A coil of rope, seemingly woven from shadow and sunlight, appeared on the ground beneath the oak tree.

The cow dipped its head in a nod and turned, ambling back into the thicket. The eagle spread its wings with a sound like a heavy cloak unfurling and launched itself into the sky, climbing toward the sun.

In the suddenly silent clearing, the oak tree rustled. Where six naked, terrified bandits had hung, now six large, peculiarly lumpy and sour-looking apples swayed gently from the branches, their skins an uneasy, fleshy pink.

Cyd, miles away and blissfully unaware, shouldered his pack and muttered to himself, a fundamental rule of this world solidifying in his mind:

Greek Survival Rule #5: Never swear an oath to the gods unless you mean it. They are always, always listening.

-o-

"Stuck again! By all the gods, is this some kind of cosmic joke?!"

Cyd grunted, reaching behind him to wrench his massive, ungainly pack free from yet another low-hanging, claw-like branch. With a sharp crack, the dry wood snapped, sending a shower of splinters to the forest floor. He'd been walking for what felt like an hour since leaving the bandits swinging, and the "short trek through the woods" the one-eyed liar had described showed no sign of ending. The trees just got thicker, the undergrowth more tangled.

And now, this.

He sighed, a long-suffering sound, as he eyed the new arrivals. They'd emerged from the shadows between the trunks with the silent menace of grey smoke. Five of them. Lean, hungry, their eyes reflecting the dappled light with a dull, predatory green. Timber wolves. Their ribs showed faintly beneath their thick winter coats. It was the lean season.

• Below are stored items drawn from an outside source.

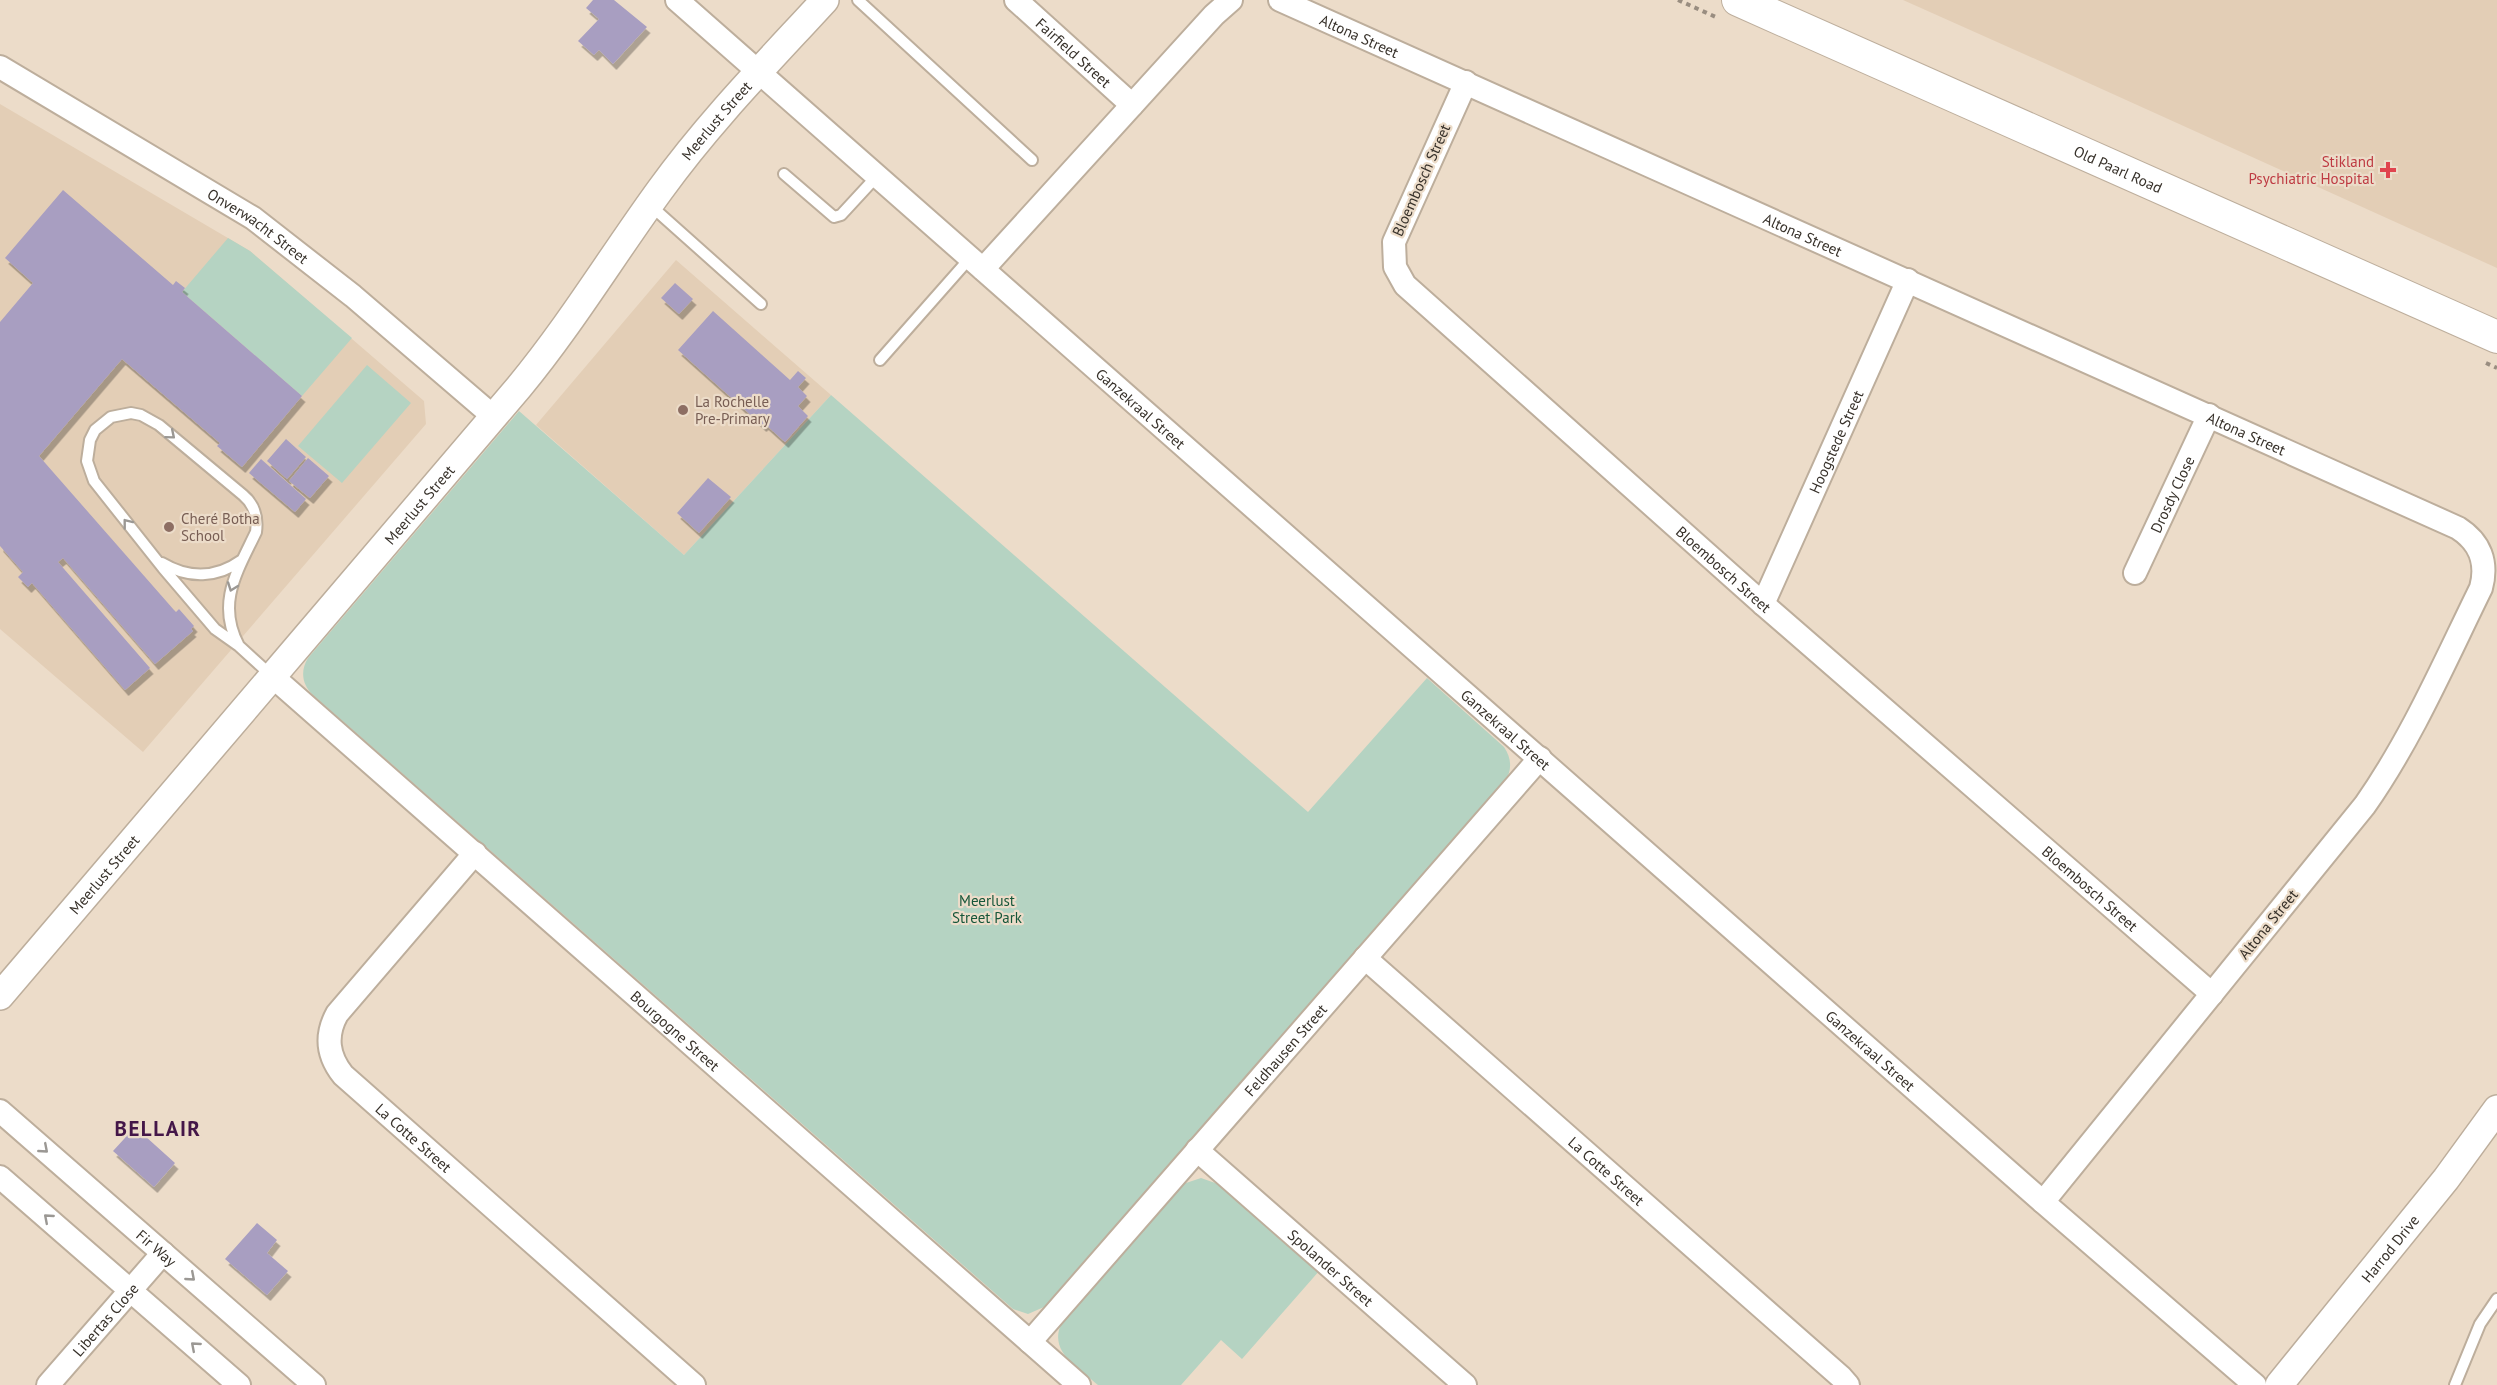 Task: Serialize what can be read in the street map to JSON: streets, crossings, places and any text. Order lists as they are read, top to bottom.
{
  "streets": {
    "main road": ["Old Paarl Road"],
    "street": [
      "Altona Street",
      "Fairfield Street",
      "Meerlust Street",
      "Bloembosch Street",
      "Onverwacht Street",
      "Ganzekraal Street",
      "Hoogstede Street",
      "Drosdy Close",
      "Bourgogne Street",
      "Feldhausen Street",
      "La Cotte Street",
      "Fir Way",
      "Harrod Drive",
      "Spolander Street",
      "Libertas Close"
    ]
  },
  "crossings": [
    ["Altona Street", "Bloembosch Street"],
    ["Altona Street", "Ganzekraal Street"],
    ["Altona Street", "Hoogstede Street"],
    ["Altona Street", "Drosdy Close"],
    ["Meerlust Street", "Onverwacht Street"],
    ["Meerlust Street", "Ganzekraal Street"],
    ["Meerlust Street", "Bourgogne Street"],
    ["Bloembosch Street", "Hoogstede Street"],
    ["Ganzekraal Street", "Feldhausen Street"],
    ["Bourgogne Street", "Feldhausen Street"],
    ["Bourgogne Street", "La Cotte Street"],
    ["Feldhausen Street", "La Cotte Street"],
    ["Feldhausen Street", "Spolander Street"],
    ["Fir Way", "Libertas Close"]
  ],
  "districts": ["BELLAIR"],
  "parks": ["Meerlust Street Park"],
  "places": {
    "health": ["Stikland Psychiatric Hospital"],
    "other": ["La Rochelle Pre-Primary", "Cheré Botha School"]
  }
}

Of course. Because why wouldn't there be wolves? The wildlife around here is downright excessive.

Cyd rolled his shoulders, working out a knot of tension. He heaved his monstrous pack up and wedged it securely into the sturdy fork of a nearby oak, well above the ground. Then he turned to face the encircling wolves. He didn't draw the knife at his belt. Instead, he clapped his hands together twice, sharp, dismissive sounds that echoed in the quiet.

"Alright, come on then. All at once, if you don't mind. I'm not big on drawn-out cruelty, so let's make this quick and clean, yeah?"

The wolves didn't understand the words, but the tone—the dismissive, almost bored body language—was a universal insult in the animal kingdom. A low, collective growl rumbled from five throats. The alpha, a scarred beast with a muzzle gone grey, gave a signal only they could hear.

Four wolves launched themselves as one, a coordinated blur of matted fur and bared teeth. They were smart. They didn't go for the kill. Two aimed for his legs, to cripple and bring him down. Two more went for his outstretched arms, to disable any weapon he might hold. The alpha itself, larger than the others, gathered its haunches and sprang in a high, powerful arc, jaws gaping wide for the pale, exposed column of his throat. The stench of its breath—rotten meat and wet fur—hit Cyd's nostrils like a physical blow.

"The limbs, fine. Whatever. But buddy," Cyd said, his face screwing up in genuine disgust. With his left hand, he pinched his nose shut. "Could you at least brush? That's just rude."

His right hand shot up, not in a fist, but open. It moved with a speed that belied its casual appearance. His fingers, strong as iron bands from years of hauling, climbing, and training, closed around the alpha's thick, furry neck in mid-air, just below the jaw. The impact should have broken his wrist. It didn't even shudder.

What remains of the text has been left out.